Because of my fears above, Tyler being the villain was abundantly clear to me. Unfortunately, viewers with lower levels of empathy and media literacy have interpreted Tyler as a hero. This has led to a world where Fight Club is a “film-bro” movie, angsty teenagers comment things like “literally me” under TikTok edits of Tyler Durden, and the character has been labeled a “sigma male.”
Before reading the novel, I blamed this phenomenon mainly on a lack of media literacy, but now I’m unsure. The film’s writers and David Fincher made some intentional choices to reframe how Tyler interacts with the narrative. At least some of the blame for Fight Club being a deeply misunderstood film lies with them.

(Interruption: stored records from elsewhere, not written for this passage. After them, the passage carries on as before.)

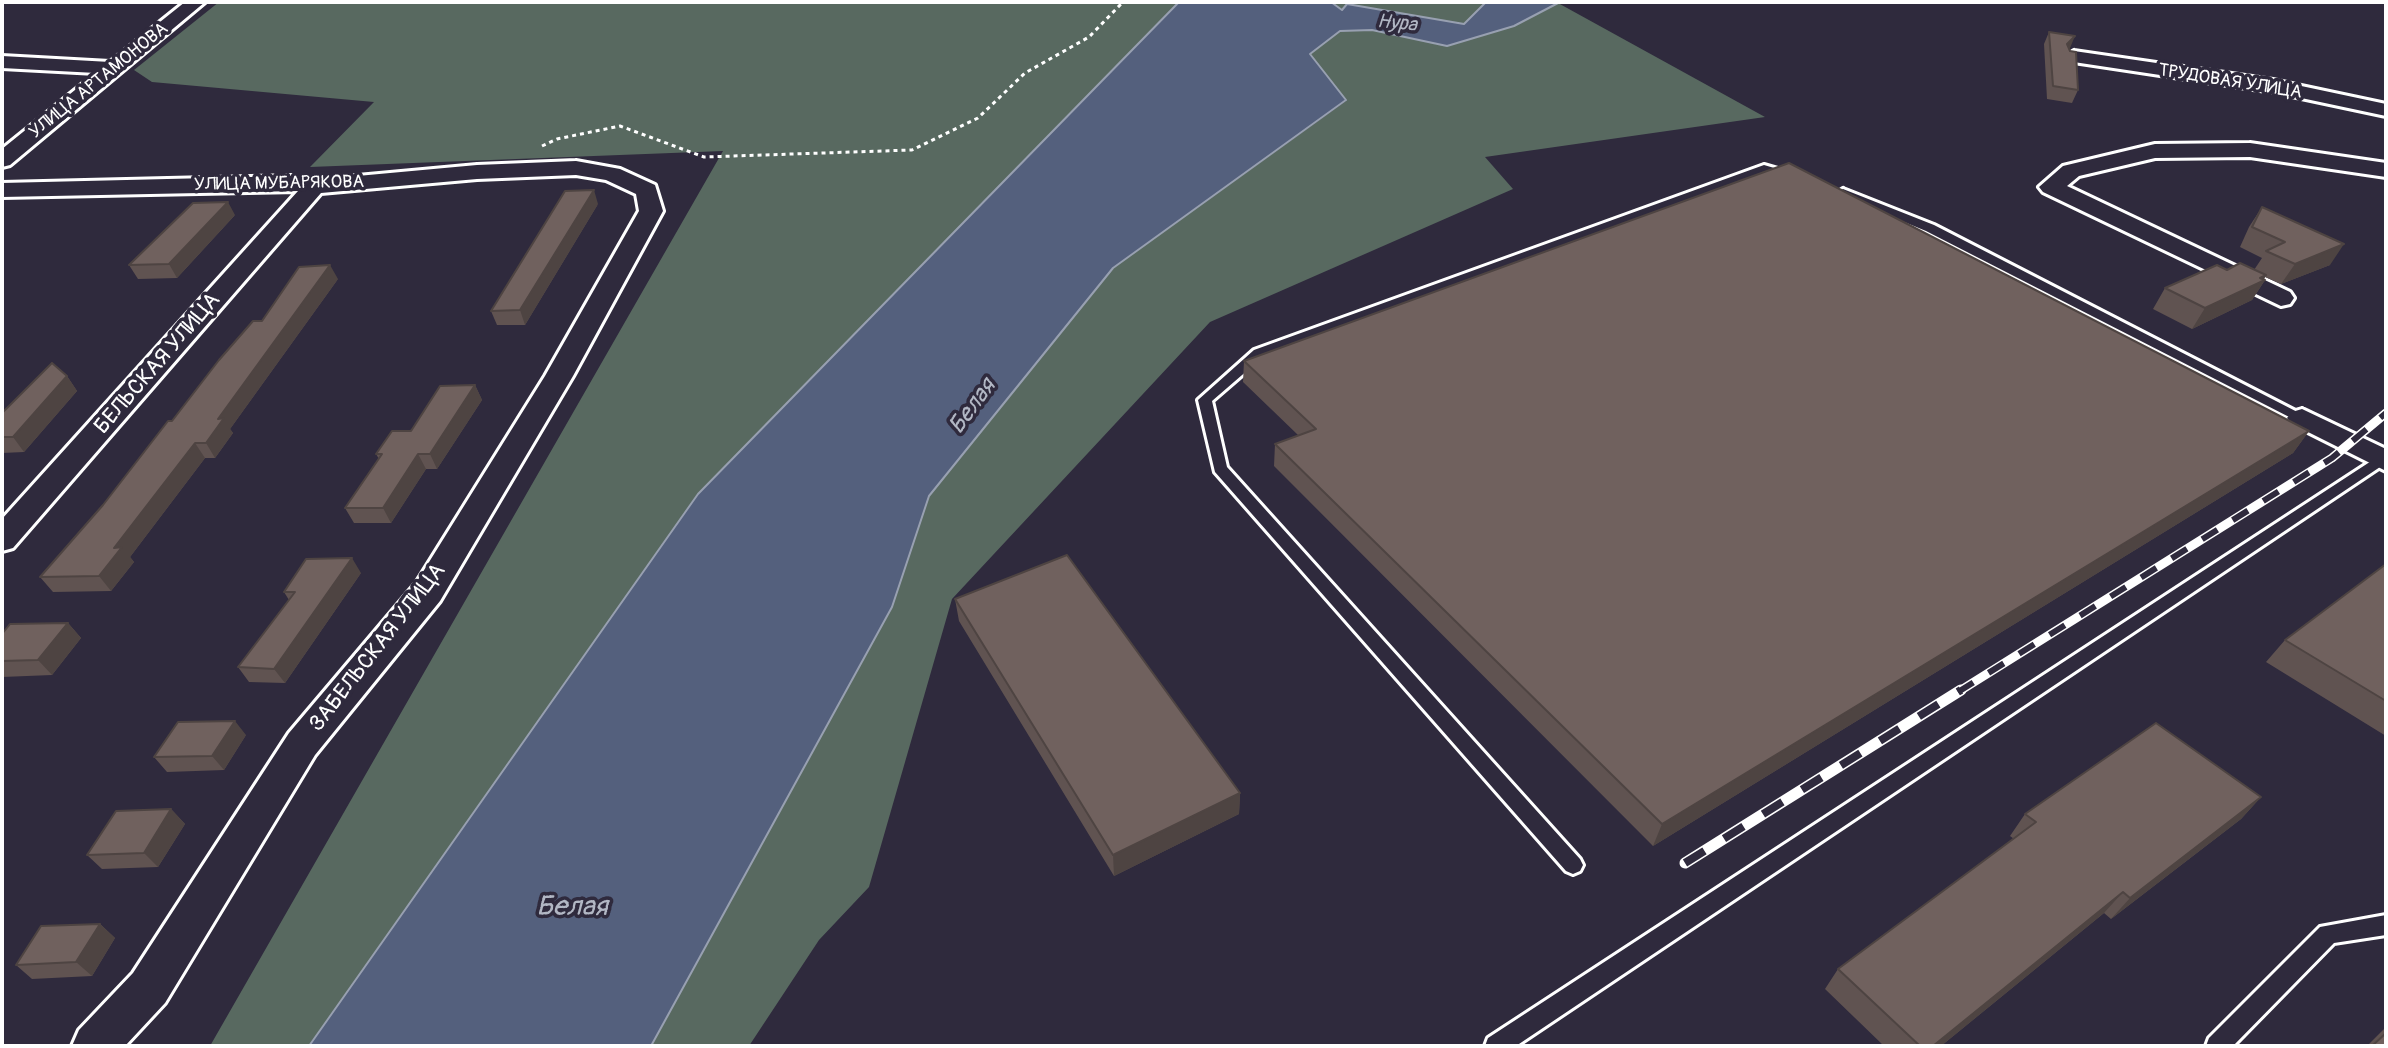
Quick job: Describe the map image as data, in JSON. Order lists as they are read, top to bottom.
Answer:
{
  "streets": {
    "street": [
      "УЛИЦА АРТАМОНОВА",
      "ТРУДОВАЯ УЛИЦА",
      "УЛИЦА МУБАРЯКОВА",
      "БЕЛЬСКАЯ УЛИЦА",
      "ЗАБЕЛЬСКАЯ УЛИЦА"
    ]
  },
  "crossings": [
    ["УЛИЦА МУБАРЯКОВА", "БЕЛЬСКАЯ УЛИЦА"],
    ["УЛИЦА МУБАРЯКОВА", "ЗАБЕЛЬСКАЯ УЛИЦА"]
  ],
  "water": ["Нура", "Белая"]
}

However, despite this revelation, I did not actually enjoy the act of watching Fight Club any less. It’s still a masterfully made, fun, and thrilling movie. It’s just not as smart as I once thought it was. On the other hand, the novel is as smart as I thought the film was the first time I watched it, maybe even more so. Its ending is entirely different, and it’s one that more effectively closes the narrative. It would not translate as well to a screen as watching the world crumble as “Where is My Mind” by Pixies plays. If you’re even remotely enjoy the film, give the novel a chance. It’s an easy read and a perfect companion piece to this movie.